-- DIRECTIONS FOR THIS TASK --
The answer should be a single number: how many lines of the entries below hold the word "block".

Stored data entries

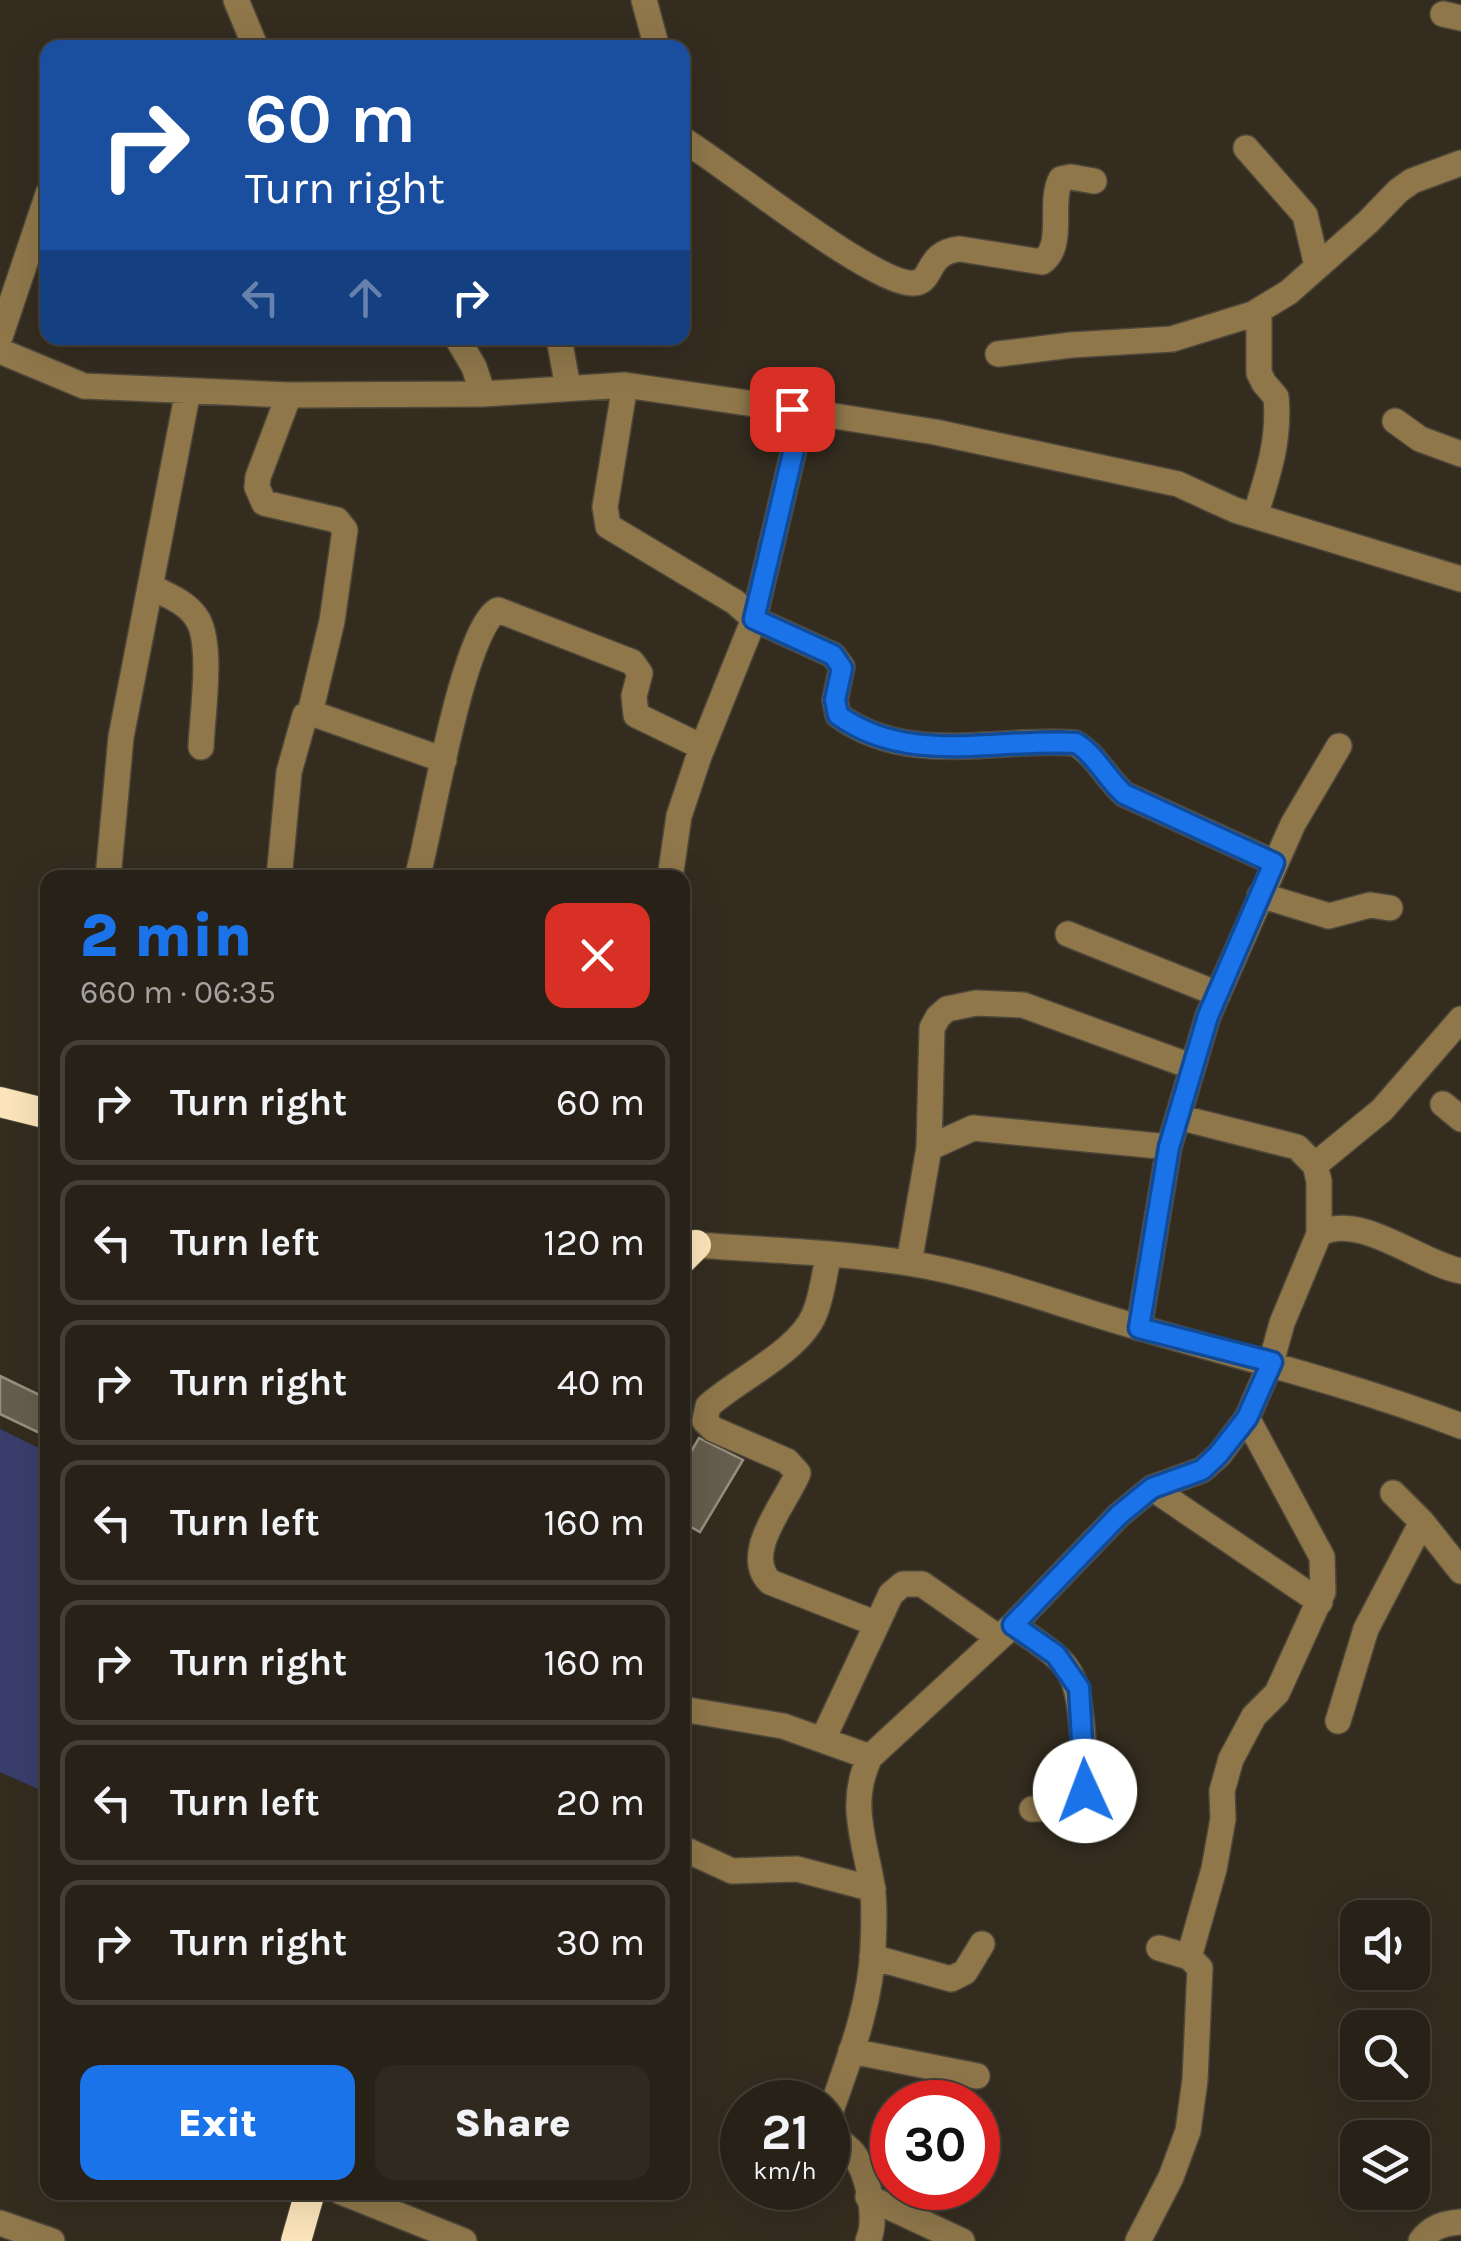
<!DOCTYPE html>
<meta charset="utf-8">
<style>
:root{--surface:#272117;--page:#2f2920;--text:#f1f3f6;--muted:#a4a3a1;--line:#433e36;--accent:#1a73e8}
body{margin:0;font-family:Karla,sans-serif;background:var(--page);color:var(--text);height:100vh;display:flex;flex-direction:column;font-size:38px;white-space:nowrap}
*{box-sizing:border-box;margin:0}
p{font-size:32px;color:var(--muted)}
.icon{flex:none;width:55px;height:55px;fill:none;stroke:currentColor;stroke-width:2;stroke-linecap:round;stroke-linejoin:round}
.map{position:relative;flex:1;overflow:hidden}
.details{position:absolute;left:40px;top:870px;width:650px;height:1330px;display:flex;flex-direction:column;background:var(--surface);border-radius:20px;box-shadow:0 10px 40px #0002,0 0 0 2px var(--line)}
.details>*{flex:none}
.banner{position:absolute;left:40px;top:40px;width:650px;height:305px;border-radius:20px;box-shadow:0 10px 40px #0002,0 0 0 2px var(--line);background:#1a4fa0;color:#fff;overflow:hidden}
.tools{position:absolute;left:1340px;top:1900px;display:grid;gap:20px}
.tools a{display:grid;place-items:center;width:90px;height:90px;border-radius:20px;background:var(--surface);box-shadow:0 10px 40px #0002,0 0 0 2px var(--line);font-size:50px}
.speed{position:absolute;left:720px;top:2080px;display:flex;gap:20px;font-size:50px;font-weight:700;text-align:center}
.speed>*{display:grid;place-content:center;width:130px;height:130px;border-radius:50%;background:var(--surface);box-shadow:0 10px 40px #0002,0 0 0 2px var(--line);line-height:1}
.speed small{font-size:25px;font-weight:400}
.speed .limit{border:15px solid #d22;background:#fff;color:#111}
.pin{position:absolute;display:grid;place-items:center;width:85px;height:85px;color:#fff;margin:-42px;border-radius:20px;box-shadow:0 5px 15px #0006}
.me{position:absolute;width:110px;margin:-55px;rotate:358deg;stroke-linejoin:round;filter:drop-shadow(0 0 8px #0008)}
.turn{display:flex;align-items:center;gap:35px;height:210px;padding:0 40px;font-size:45px}
.turn .icon{width:130px;height:130px;stroke-width:2.5}
.turn b{display:block;font-size:70px;line-height:85px}
.lanes{display:flex;align-items:center;height:95px;padding:0 40px;background:#0003;justify-content:center;gap:50px;direction:ltr}
.lanes .off{opacity:.35}
.round{display:grid;place-items:center;flex:none;width:105px;height:105px;border-radius:20px;background:var(--page)}
.overview{display:flex;align-items:center;justify-content:space-between;height:170px;padding:0 40px}
h1{font-size:60px;font-weight:800;line-height:75px;color:var(--accent)}
.primary-button{display:flex;gap:20px;margin-top:auto;padding:20px 40px}
.primary-button a{flex:1;height:115px;border-radius:20px;background:var(--accent);color:#fff;font-size:40px;font-weight:800;line-height:115px;text-align:center}
.primary-button a+a{background:var(--page);color:var(--text)}
ul{padding:0;list-style:none}
li{display:flex;align-items:center;gap:30px;height:125px;margin:0 20px 15px;padding:0 20px;border:5px solid var(--line);border-radius:20px}
li div{flex:1}
li b{display:block;font-size:38px}
li em{font-style:normal}
.map>svg:first-child{display:block}
.green{fill:#393e6c}
.building{fill:#655d4d;stroke:#978e7e;stroke-width:2.5}
.lines{fill:none;stroke-linecap:round;stroke-linejoin:round}
.minor-casing{stroke:#4e473a;stroke-width:28}
.highway-casing{stroke:#4e473a;stroke-width:32}
.minor{stroke:#8f774a;stroke-width:25}
.highway{stroke:#fce5ba;stroke-width:30}
.route-casing{stroke:#114b97;stroke-width:25}
.route{stroke:#1a73e8;stroke-width:18}
</style>
<div class="map">
<svg width="1461" height="2241" viewBox="0 0 1461 2241">
<rect width="100%" height="100%" fill="#342c1f"/>
<path class="green" d="M0 1429 47 1452V1793L0 1772Z"/>
<path class="building" d="M0 1376 48 1399V1437L0 1414Z
M699 1438 743 1460 700 1532 682 1522V1467Z"/>
<g class="lines">
<defs>
<path id="minor" d="M236 0 256 48
M644 0 657 48
M1443 14 1461 18
M682 139C723 163 876 287 914 283 934 282 925 252 960 249L1042 262C1066 245 1048 203 1061 179L1071 177 1094 181
M1246 148 1305 215 1317 266
M0 337 48 194
M457 338 474 367 483 394
M559 338 568 388
M0 351 84 386 289 395 483 394 625 385 803 411 935 432 1178 484 1235 510 1461 579
M998 354 1071 345 1172 339 1253 314 1289 292 1368 222 1398 191 1412 181 1461 163
M625 385 605 507 608 526 735 602 754 619 833 655 842 667 835 700 838 715C908 767 996 737 1075 743 1095 754 1107 779 1124 794L1275 863
M289 395 258 477 257 487 264 503 337 520 345 530 332 621 310 713
M1395 421 1420 439 1461 454
M1255 516C1268 475 1280 440 1276 397L1264 383 1259 373V311
M151 587C167 595 186 602 196 617 214 641 202 716 201 747
M108 878 121 737 188 391
M279 878 289 772 305 715H317L444 760
M417 878C431 830 462 630 498 610L632 662 640 673 634 696 636 715 702 747
M670 878 679 816 699 756 754 619 803 411
M1260 895 1329 916 1370 905 1390 908
M1068 934 1218 994
M1443 1104 1461 1119
M1178 1117 1297 1147 1315 1165 1319 1181V1234
M929 1148 973 1128 1169 1147
M1315 1165 1382 1110 1461 1019
M696 1245C766 1250 838 1252 908 1263 985 1275 1060 1305 1134 1326 1244 1358 1354 1385 1461 1426
M829 1254C824 1274 822 1297 814 1315 799 1351 737 1380 708 1406L705 1421 713 1429 787 1461 798 1473C786 1503 741 1553 770 1582L877 1624
M909 1263 929 1148 932 1028 938 1017 947 1009 976 1003 1023 1005 1193 1067
M1139 1328 1169 1147 1208 1016 1293 824 1339 746
M1152 1488 1320 1602
M1393 1493 1422 1522 1461 1571
M1013 1625C1072 1666 1077 1665 1083 1739 1085 1760 1089 1781 1081 1802L1072 1808 1032 1809
M682 1709 783 1726 870 1757
M1338 1721 1366 1629 1422 1522
M823 1739 891 1594 903 1584H922L999 1638
M682 1848 732 1871 797 1869 873 1889
M872 1957 951 1979 965 1972 982 1944
M1189 1957 1214 1869 1223 1819 1222 1791 1231 1759 1254 1716 1277 1693 1323 1592 1322 1557 1247 1418
M851 2051 977 2076
M828 2119C847 2064 871 2006 873 1947 874 1927 875 1905 872 1885 864 1838 848 1802 870 1757L1013 1625 1119 1515 1152 1488 1202 1470 1219 1455 1247 1418 1271 1363 1282 1323 1319 1234C1359 1211 1419 1263 1461 1271
M828 2132C836 2139 846 2145 853 2153 868 2173 878 2219 868 2241
M341 2192 464 2241
M868 2197 962 2241
M0 2223 52 2241
M1138 2241 1171 2177 1188 2131 1195 2080 1200 1968 1189 1957 1159 1948
M1421 2241C1431 2227 1444 2223 1461 2222"/>
<path id="highway" d="M0 1102 48 1114
M682 1259 696 1245
M296 2241 310 2192"/>
</defs>
<use href="#minor" class="minor-casing"/>
<use href="#highway" class="highway-casing"/>
<use href="#minor" class="minor"/>
<use href="#highway" class="highway"/>
</g>
<g class="lines">
<defs>
<path id="route" d="M792 409 803 411 754 619 833 655 842 668 835 700 838 715C908 766 996 738 1076 743 1095 754 1107 779 1124 794L1274 863 1208 1016 1169 1147 1139 1328 1272 1362 1247 1418 1218 1455 1202 1470 1152 1488 1119 1515 1013 1625 1056 1655 1079 1688 1085 1791"/>
</defs>
<use href="#route" class="route-casing"/>
<use href="#route" class="route"/>
</g>
</svg>
<div class="tools">
<a><svg class="icon" aria-label="sound" viewBox="0 0 24 24"><path d="M4 9h4l5-4v14l-5-4H4zM17 9q2 3 0 6"/></svg></a>
<a><svg class="icon" aria-label="search" viewBox="0 0 24 24"><circle cx="10" cy="10" r="6"/><path d="M15 15l6 6"/></svg></a>
<a><svg class="icon" aria-label="layers" viewBox="0 0 24 24"><path d="M12 4l9 5-9 5-9-5zM3 14l9 5 9-5"/></svg></a>
</div>
<div class="speed"><div>21<small>km/h</small></div><div class="limit">30</div></div>
<div class="pin" style="left:792px;top:409px;background:#d93025"><svg class="icon" aria-label="arrive" viewBox="0 0 24 24"><path d="M6 21V4h12l-3 4 3 4H6"/></svg></div>
<svg class="me" style="left:1085px;top:1791px" viewBox="-20 -20 40 40"><circle r="19" fill="#fff"/><path d="M0-13L10 11 0 6-10 11z" fill="#1a73e8"/></svg>
<div class="banner">
<div class="turn"><svg class="icon" aria-label="right" viewBox="0 0 24 24"><path d="M7 20v-9h11M14 6l5 5-5 5"/></svg><div><b>60 m</b>Turn right</div></div>
<div class="lanes"><svg class="icon off" aria-label="left" viewBox="0 0 24 24"><path d="M17 20v-9H6M10 6l-5 5 5 5"/></svg><svg class="icon off" aria-label="ahead" viewBox="0 0 24 24"><path d="M12 20V5M6 11l6-6 6 6"/></svg><svg class="icon" aria-label="right" viewBox="0 0 24 24"><path d="M7 20v-9h11M14 6l5 5-5 5"/></svg></div>
</div>
<section class="details">
<div class="overview"><div><h1>2 min</h1><p>660 m · 06:35</p></div><a class="round" style="background:#d93025;color:#fff"><svg class="icon" aria-label="close" viewBox="0 0 24 24"><path d="M6 6l12 12M18 6L6 18"/></svg></a></div>
<ul>
<li><svg class="icon" aria-label="right" viewBox="0 0 24 24"><path d="M7 20v-9h11M14 6l5 5-5 5"/></svg><div><b>Turn right</b></div><em>60 m</em></li>
<li><svg class="icon" aria-label="left" viewBox="0 0 24 24"><path d="M17 20v-9H6M10 6l-5 5 5 5"/></svg><div><b>Turn left</b></div><em>120 m</em></li>
<li><svg class="icon" aria-label="right" viewBox="0 0 24 24"><path d="M7 20v-9h11M14 6l5 5-5 5"/></svg><div><b>Turn right</b></div><em>40 m</em></li>
<li><svg class="icon" aria-label="left" viewBox="0 0 24 24"><path d="M17 20v-9H6M10 6l-5 5 5 5"/></svg><div><b>Turn left</b></div><em>160 m</em></li>
<li><svg class="icon" aria-label="right" viewBox="0 0 24 24"><path d="M7 20v-9h11M14 6l5 5-5 5"/></svg><div><b>Turn right</b></div><em>160 m</em></li>
<li><svg class="icon" aria-label="left" viewBox="0 0 24 24"><path d="M17 20v-9H6M10 6l-5 5 5 5"/></svg><div><b>Turn left</b></div><em>20 m</em></li>
<li><svg class="icon" aria-label="right" viewBox="0 0 24 24"><path d="M7 20v-9h11M14 6l5 5-5 5"/></svg><div><b>Turn right</b></div><em>30 m</em></li>
</ul>
<div class="primary-button"><a>Exit</a><a>Share</a></div>
</section>
</div>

-- WORKED SOLUTION --
3